- [ASSIGNED TASK] Only lines containing the word "bottom" belong in the answer; copy each one from the records.

- [GIVEN RECORDS]
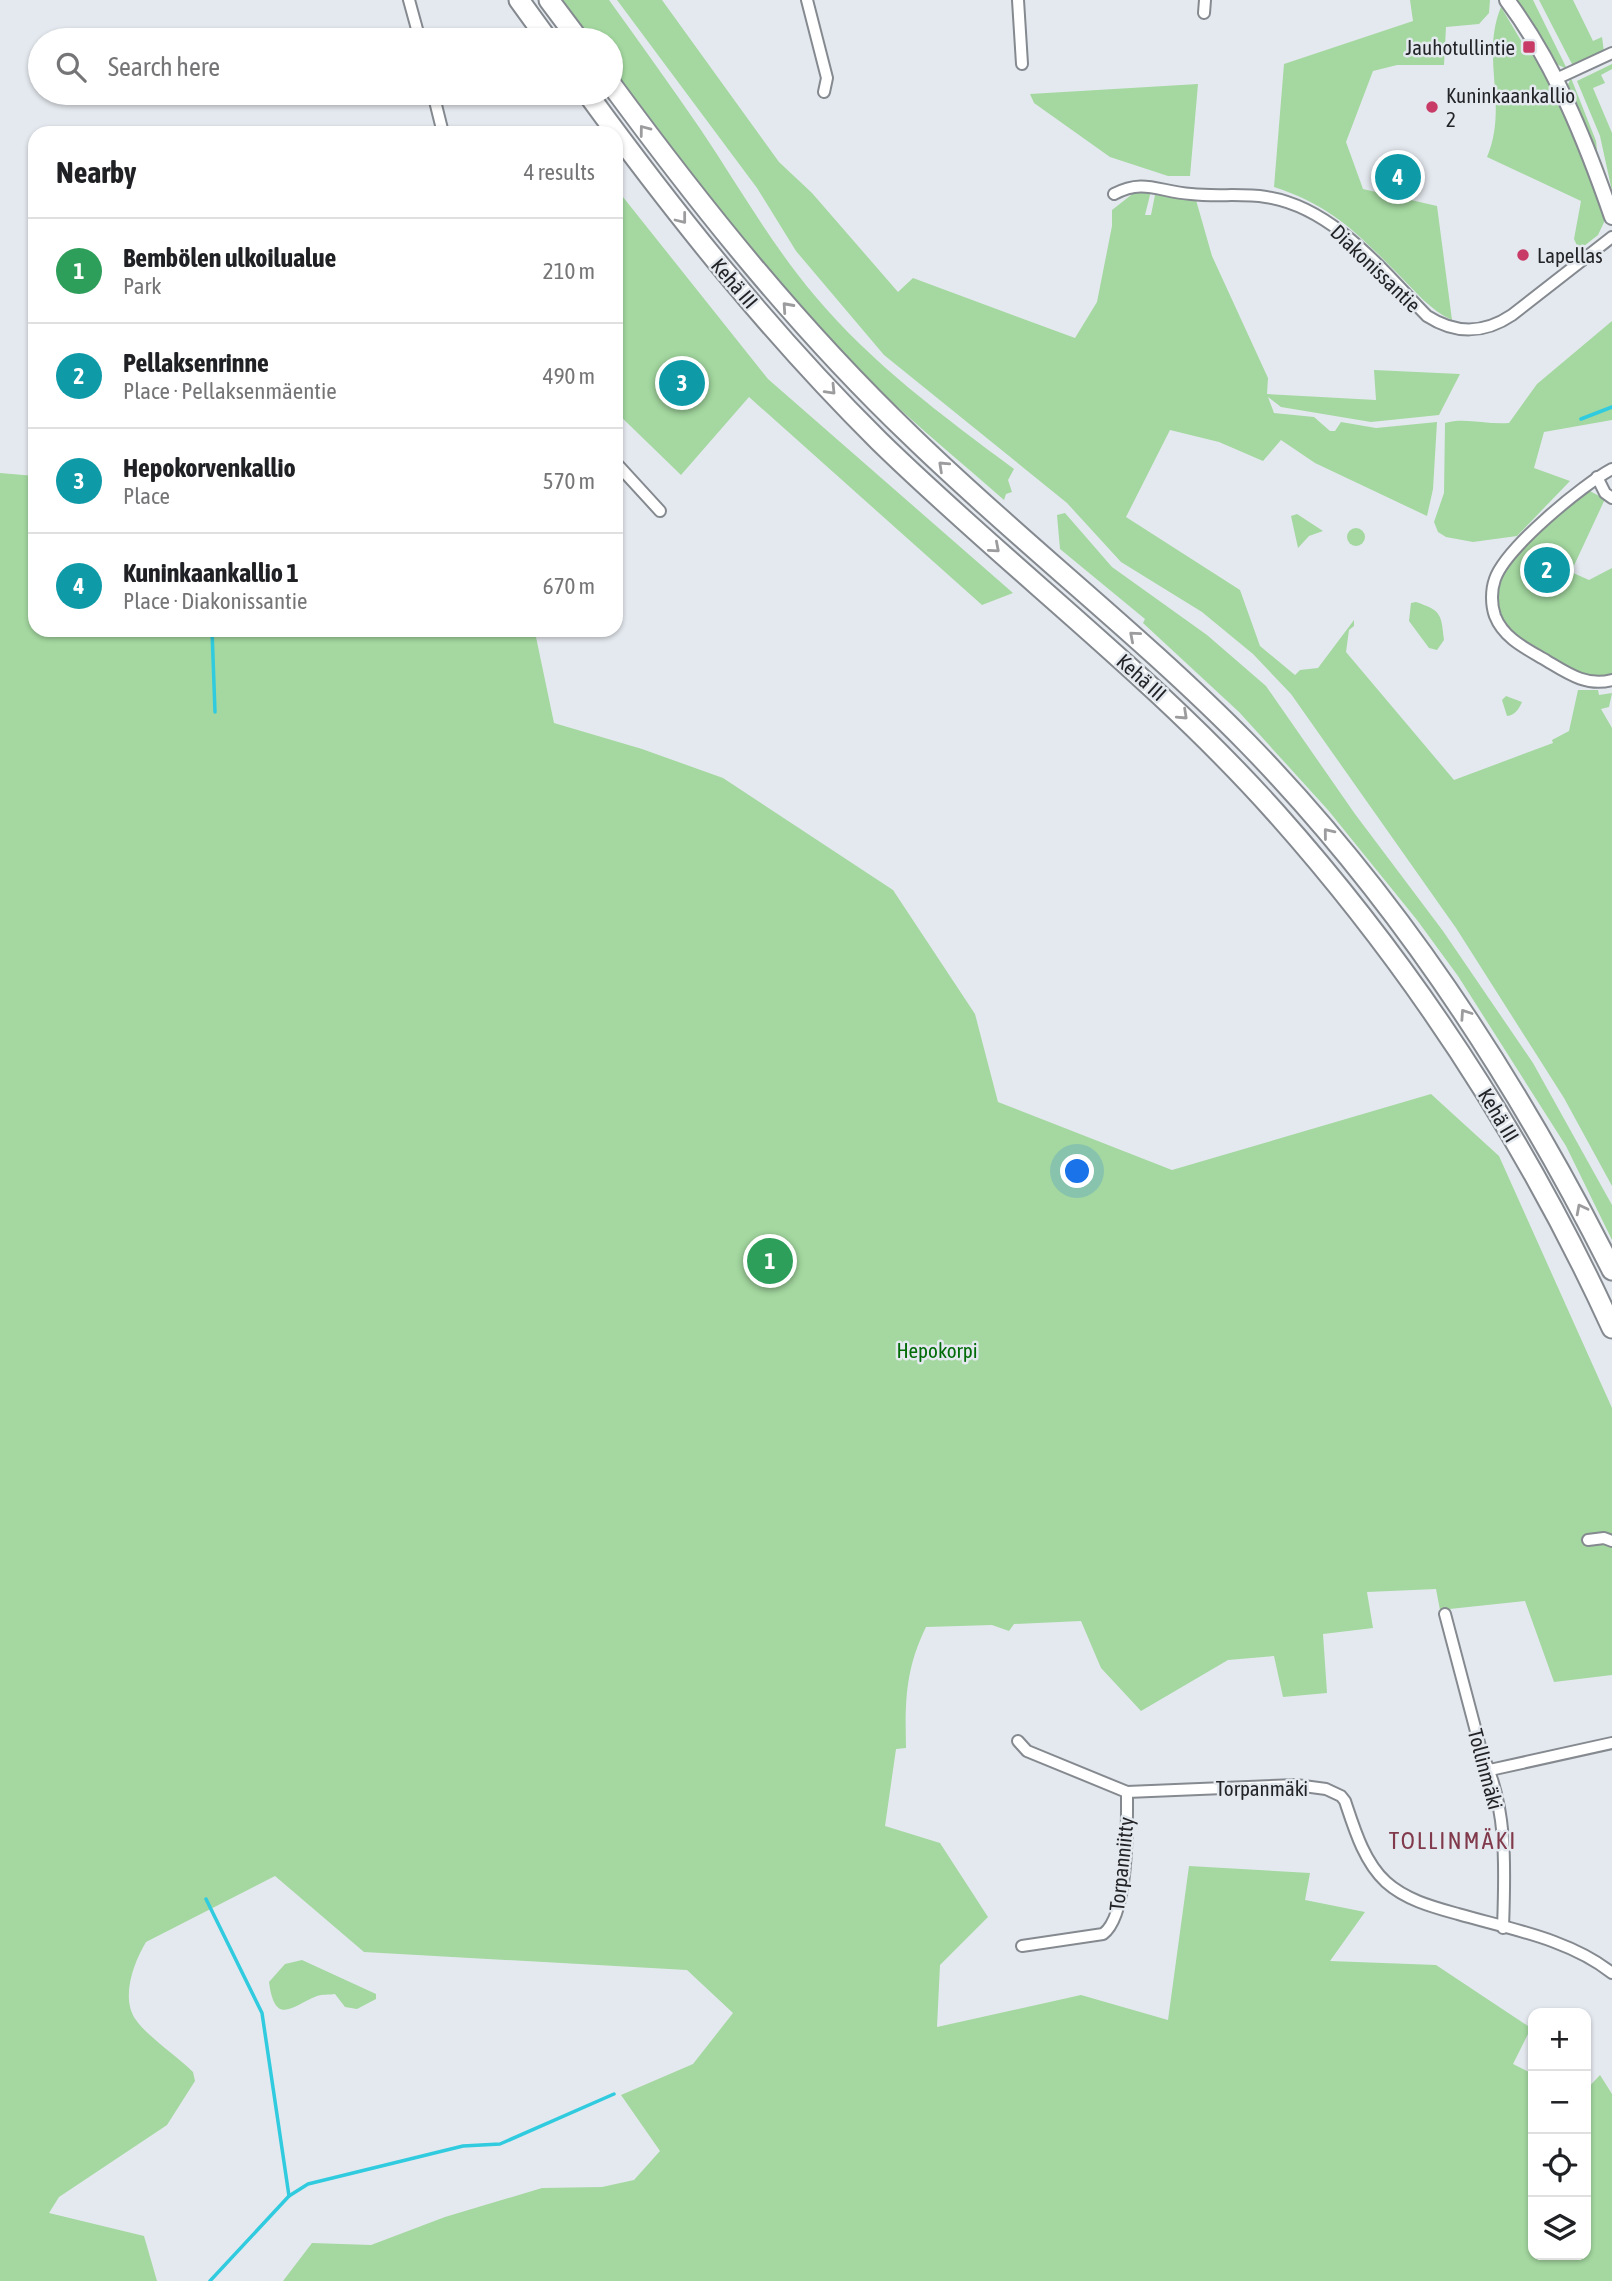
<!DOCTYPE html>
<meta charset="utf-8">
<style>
:root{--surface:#fff;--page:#f6f6f6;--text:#202124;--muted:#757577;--line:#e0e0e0;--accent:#c83b66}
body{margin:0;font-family:"Asap Condensed",sans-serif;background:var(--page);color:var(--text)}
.controls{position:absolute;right:21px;bottom:21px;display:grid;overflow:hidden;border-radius:14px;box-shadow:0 2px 5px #0004}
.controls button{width:63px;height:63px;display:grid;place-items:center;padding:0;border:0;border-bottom:2px solid var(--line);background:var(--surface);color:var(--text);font:35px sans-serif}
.you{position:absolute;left:1078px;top:1172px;width:24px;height:24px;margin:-18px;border:5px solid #fff;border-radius:50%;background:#1a73e8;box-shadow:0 0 0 10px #1a73e833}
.badge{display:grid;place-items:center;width:46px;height:46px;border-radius:50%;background:var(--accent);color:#fff;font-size:23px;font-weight:700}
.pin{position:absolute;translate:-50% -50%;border:4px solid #fff;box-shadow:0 2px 7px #0006}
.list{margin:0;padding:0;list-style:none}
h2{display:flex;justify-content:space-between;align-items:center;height:91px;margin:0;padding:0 28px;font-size:30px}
h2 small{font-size:23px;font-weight:400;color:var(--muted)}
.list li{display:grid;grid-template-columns:46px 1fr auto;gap:21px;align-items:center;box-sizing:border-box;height:105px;padding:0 28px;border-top:2px solid var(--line)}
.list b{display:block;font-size:26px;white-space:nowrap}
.list p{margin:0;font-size:23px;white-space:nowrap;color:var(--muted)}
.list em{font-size:23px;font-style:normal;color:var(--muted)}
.icon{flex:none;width:38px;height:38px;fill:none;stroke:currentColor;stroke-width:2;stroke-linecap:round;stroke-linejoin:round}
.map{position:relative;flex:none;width:1612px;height:2281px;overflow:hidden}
.search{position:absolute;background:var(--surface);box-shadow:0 2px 5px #0004;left:28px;top:28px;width:595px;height:77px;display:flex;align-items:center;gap:18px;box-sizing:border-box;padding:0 24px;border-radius:38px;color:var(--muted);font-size:26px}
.panel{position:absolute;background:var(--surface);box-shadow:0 2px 5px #0004;left:28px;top:126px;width:595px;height:511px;border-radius:21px}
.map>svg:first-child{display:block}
.green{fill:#a4d8a0}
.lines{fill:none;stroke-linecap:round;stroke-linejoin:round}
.stream{stroke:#30cbde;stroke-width:3.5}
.street-casing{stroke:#858a90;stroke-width:14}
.secondary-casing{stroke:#858a90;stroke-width:18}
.highway-casing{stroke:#858a90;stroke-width:23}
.street{stroke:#fff;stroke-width:10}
.secondary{stroke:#fff;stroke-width:14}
.highway{stroke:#fff;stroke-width:19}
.oneway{stroke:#9c9c9e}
.poi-dot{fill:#c83b66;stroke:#e4e9ef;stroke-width:2.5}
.labels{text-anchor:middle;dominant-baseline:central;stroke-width:5;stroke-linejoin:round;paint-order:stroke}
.poi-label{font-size:21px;fill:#232427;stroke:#e4e9ef;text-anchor:start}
.street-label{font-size:21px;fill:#232427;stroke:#e4e9ef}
.park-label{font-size:21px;fill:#006b07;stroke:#e4e9ef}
.quarter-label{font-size:24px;letter-spacing:2px;fill:#813a4b;stroke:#e4e9ef}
</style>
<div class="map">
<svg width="1612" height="2281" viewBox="0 0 1612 2281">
<rect width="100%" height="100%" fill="#e4e9ef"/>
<!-- green -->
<g class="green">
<path d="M563 0H609C640 43 671 86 701 130 738 185 771 244 815 296 872 364 943 416 1014 469L1008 480 1012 492 1006 494 1004 500C960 461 914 424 872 383 776 287 693 175 611 66V40H592Z"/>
<path d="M617 0H662L779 162 812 193 898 292 913 278 1075 338 1097 302 1112 226V210L1135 192 1151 191 1145 215H1151L1155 195 1196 200 1212 256 1268 378 1267 394 1376 400 1374 370 1460 374 1439 415 1371 422 1281 407 1268 397 1274 413 1314 417 1330 431H1335L1341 422 1376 428 1437 422 1433 489 1427 516 1315 463 1281 440 1263 461 1219 442 1170 430 1126 517 1240 590 1260 646 1295 675 1300 670 1318 668 1354 620V626L1349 630 1346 652 1454 780 1553 743 1552 740 1569 731 1578 690H1598L1599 695 1612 693 1609 707 1601 709 1612 728V1186L1564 1098 1456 928 1291 694 1253 654 1202 612 1121 562 1067 503 884 355 796 251 757 188Z"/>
<path d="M1410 0H1490L1489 13 1479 24 1446 27 1444 65H1397L1373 71 1346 142 1363 189 1437 206 1452 320C1430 310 1416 292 1399 275 1357 233 1332 206 1274 187L1284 64 1413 21Z"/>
<path d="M1514 0H1533L1567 69 1554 63Z"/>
<path d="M1539 0H1573L1593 41 1602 37 1604 52 1573 66Z"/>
<path d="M1501 7 1526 49 1537 51 1556 87 1606 218 1598 235 1579 250 1574 239 1581 201 1487 157C1509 105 1480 58 1501 7Z"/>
<path d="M1612 64V69L1601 75 1605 83 1593 88 1612 133V191L1600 136 1577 81Z"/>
<path d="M1571 78 1596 141 1599 168 1566 89Z"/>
<path d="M1198 84 1190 176H1168L1110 157 1034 103 1030 94Z"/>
<path d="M619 192 768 379 1013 593 982 605 749 397 681 475 616 412V195Z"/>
<path d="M1612 321V420L1544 432 1534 468 1570 481 1517 536 1473 542 1446 537 1438 532 1434 522 1444 493 1445 423C1465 417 1487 425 1509 423L1537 384Z"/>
<path d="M0 473 35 476V630H541L536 637 554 723 642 749 723 778 893 890 975 1014 998 1102 1172 1170 1431 1094 1499 1156 1612 1408V1675L1554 1682 1525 1601 1440 1610 1436 1589 1367 1592 1373 1628 1323 1634 1327 1693 1283 1697 1274 1656 1228 1660 1141 1711 1101 1668 1081 1621 1014 1624 1009 1631 992 1625 926 1627C905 1670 905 1702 906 1748L896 1749 885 1826 940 1843 988 1917 940 1965 937 2027 1081 1995 1168 2020 1189 1866 1310 1873 1305 1900 1365 1912 1330 1961 1436 1965 1531 2028 1513 2064 1533 2074V2255H1586V2090L1600 2075 1612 2094V2281H283L312 2243 371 2245 445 2217 542 2188 602 2187 634 2180 660 2151 621 2095 693 2064 733 2013 687 1970 364 1952 275 1876 146 1942C134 1962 120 1998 136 2020 148 2037 177 2056 193 2072L195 2081 167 2125 59 2197 49 2213 144 2236 157 2281H0Z"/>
<path d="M1586 489 1605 499 1571 572 1589 580 1612 568V675C1585 682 1566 665 1543 652 1532 646 1517 639 1508 628 1467 579 1553 519 1586 489Z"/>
<path d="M1065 513 1112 567 1207 635 1266 686 1355 814 1443 931 1533 1063 1612 1205V1240L1566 1146 1458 976 1417 920 1328 810 1239 712 1143 623 1145 619 1060 549 1057 515Z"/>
<path d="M1297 514 1323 531 1309 536 1298 548 1291 516Z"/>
<circle cx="1356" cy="537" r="9"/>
<path d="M1416 602C1442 611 1441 614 1444 640L1437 650 1429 648 1409 621 1411 603Z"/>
<path d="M1506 696 1522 702C1519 709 1515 715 1507 716L1502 700Z"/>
<path d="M302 1960 376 1994V1999L357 2009 345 2007 335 1994C329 1995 322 1994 317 1996 293 2005 275 2028 269 1982L285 1964Z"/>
</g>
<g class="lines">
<!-- stream -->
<g class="stream">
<path d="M1581 419 1612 407"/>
<path d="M212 630 215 712"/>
<path d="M206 1899 262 2013 289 2196"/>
<path d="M210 2281 289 2196 308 2184 463 2146 500 2144 614 2094"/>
</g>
<!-- street casing -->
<g class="street-casing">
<g id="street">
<path d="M409 0 420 40"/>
<path d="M807 0 827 78 824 92"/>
<path d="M1018 0 1022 64"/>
<path d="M1204 13 1205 0"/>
<path d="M1556 79 1612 53"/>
<path d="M433 93 443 133"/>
<path d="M1114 194C1144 178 1159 192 1191 194 1216 197 1241 193 1266 197 1333 207 1382 270 1427 316 1455 334 1484 334 1512 315L1612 237"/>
<path d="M616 463 660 511"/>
<path d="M1612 469C1582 485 1506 548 1495 579 1491 590 1491 605 1495 616 1504 639 1527 649 1547 661 1567 673 1587 687 1612 680"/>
<path d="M1597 477 1605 493 1612 498"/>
<path d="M1588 1540 1604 1538 1612 1541"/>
<path d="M1445 1614 1482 1754C1508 1808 1505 1869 1503 1928"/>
<path d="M1018 1741 1027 1751 1127 1792 1296 1785 1326 1789 1341 1796 1345 1801C1354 1828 1364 1862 1386 1882 1406 1900 1433 1907 1458 1914 1510 1929 1569 1939 1612 1973"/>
<path d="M1490 1770 1612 1743"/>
<path d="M1022 1946 1103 1934C1129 1915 1127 1824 1127 1792"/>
</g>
</g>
<!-- secondary casing -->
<g class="secondary-casing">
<path id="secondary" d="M1507 0C1555 64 1586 142 1612 217"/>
</g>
<!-- highway casing -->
<g class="highway-casing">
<g id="highway">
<path d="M519 0 548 40"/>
<path d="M549 0 579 40"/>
<path d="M611 84C703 209 799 329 911 436 1020 542 1141 635 1247 743 1397 897 1516 1079 1612 1270"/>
<path d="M587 93C676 215 771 334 879 441 1009 568 1155 677 1276 813 1413 967 1526 1140 1612 1328"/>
</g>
</g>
<!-- street -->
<use href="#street" class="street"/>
<!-- secondary -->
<use href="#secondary" class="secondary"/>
<!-- highway -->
<use href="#highway" class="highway"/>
</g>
<!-- one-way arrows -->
<defs><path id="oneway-chevron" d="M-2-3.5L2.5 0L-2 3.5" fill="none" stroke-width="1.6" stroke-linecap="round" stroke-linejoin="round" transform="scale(1.75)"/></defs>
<g class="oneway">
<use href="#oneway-chevron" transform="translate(644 130) rotate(-127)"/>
<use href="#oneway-chevron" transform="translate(682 219) rotate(52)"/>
<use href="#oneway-chevron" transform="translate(787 307) rotate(-132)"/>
<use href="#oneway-chevron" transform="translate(831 390) rotate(46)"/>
<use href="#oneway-chevron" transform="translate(943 466) rotate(-137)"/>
<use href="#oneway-chevron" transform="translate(995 548) rotate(41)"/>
<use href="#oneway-chevron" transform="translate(1134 636) rotate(-139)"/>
<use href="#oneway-chevron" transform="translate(1183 715) rotate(43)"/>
<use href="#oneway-chevron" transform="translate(1328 833) rotate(-129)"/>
<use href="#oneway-chevron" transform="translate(1465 1014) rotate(-124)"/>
<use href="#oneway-chevron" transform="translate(1581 1209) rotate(-117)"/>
</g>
<!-- markers -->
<g class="poi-dot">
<rect x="1522" y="40" width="14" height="14" rx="3.5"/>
<circle cx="1432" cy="107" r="7"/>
<circle cx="1523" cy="255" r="7"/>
</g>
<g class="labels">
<!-- poi labels -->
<g class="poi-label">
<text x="1515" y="47" text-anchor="end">Jauhotullintie</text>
<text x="1446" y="95">Kuninkaankallio<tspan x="1446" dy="24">2</tspan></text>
<text x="1537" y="255">Lapellas</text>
</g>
<!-- street labels -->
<g class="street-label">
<text transform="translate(1376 268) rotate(44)">Diakonissantie</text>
<text transform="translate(735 283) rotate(49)">Kehä III</text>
<text transform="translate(1142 677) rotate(42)">Kehä III</text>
<text transform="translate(1499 1115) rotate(59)">Kehä III</text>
<text transform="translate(1486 1769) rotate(75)">Tollinmäki</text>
<text x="1262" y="1788">Torpanmäki</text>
<text transform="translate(1121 1864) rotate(-84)">Torpanniitty</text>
</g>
<!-- park labels -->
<g class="park-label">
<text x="937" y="1350">Hepokorpi</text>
</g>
<!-- quarter labels -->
<g class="quarter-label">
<text x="1453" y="1840">TOLLINMÄKI</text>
</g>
</g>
</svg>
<div class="controls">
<button>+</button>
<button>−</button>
<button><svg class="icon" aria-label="locate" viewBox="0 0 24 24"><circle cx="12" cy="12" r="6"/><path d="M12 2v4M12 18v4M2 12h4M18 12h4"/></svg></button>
<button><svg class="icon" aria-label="layers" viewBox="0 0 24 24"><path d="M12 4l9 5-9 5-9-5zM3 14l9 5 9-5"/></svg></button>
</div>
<div class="you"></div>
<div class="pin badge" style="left:770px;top:1261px;background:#2e9e5b">1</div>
<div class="pin badge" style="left:1547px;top:570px;background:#0f9aa8">2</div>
<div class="pin badge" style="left:682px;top:383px;background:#0f9aa8">3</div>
<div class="pin badge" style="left:1398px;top:177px;background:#0f9aa8">4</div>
<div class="search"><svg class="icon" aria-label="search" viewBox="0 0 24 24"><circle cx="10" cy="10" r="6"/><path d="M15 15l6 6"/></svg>Search here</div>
<section class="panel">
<h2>Nearby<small>4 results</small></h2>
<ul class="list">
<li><span class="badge" style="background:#2e9e5b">1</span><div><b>Bembölen ulkoilualue</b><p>Park</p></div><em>210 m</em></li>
<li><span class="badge" style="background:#0f9aa8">2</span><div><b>Pellaksenrinne</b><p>Place · Pellaksenmäentie</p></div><em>490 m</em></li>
<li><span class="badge" style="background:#0f9aa8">3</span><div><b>Hepokorvenkallio</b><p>Place</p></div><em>570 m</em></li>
<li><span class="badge" style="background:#0f9aa8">4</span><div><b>Kuninkaankallio 1</b><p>Place · Diakonissantie</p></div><em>670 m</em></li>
</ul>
</section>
</div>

- [RESPONSE BOX]
.controls{position:absolute;right:21px;bottom:21px;display:grid;overflow:hidden;border-radius:14px;box-shadow:0 2px 5px #0004}
.controls button{width:63px;height:63px;display:grid;place-items:center;padding:0;border:0;border-bottom:2px solid var(--line);background:var(--surface);color:var(--text);font:35px sans-serif}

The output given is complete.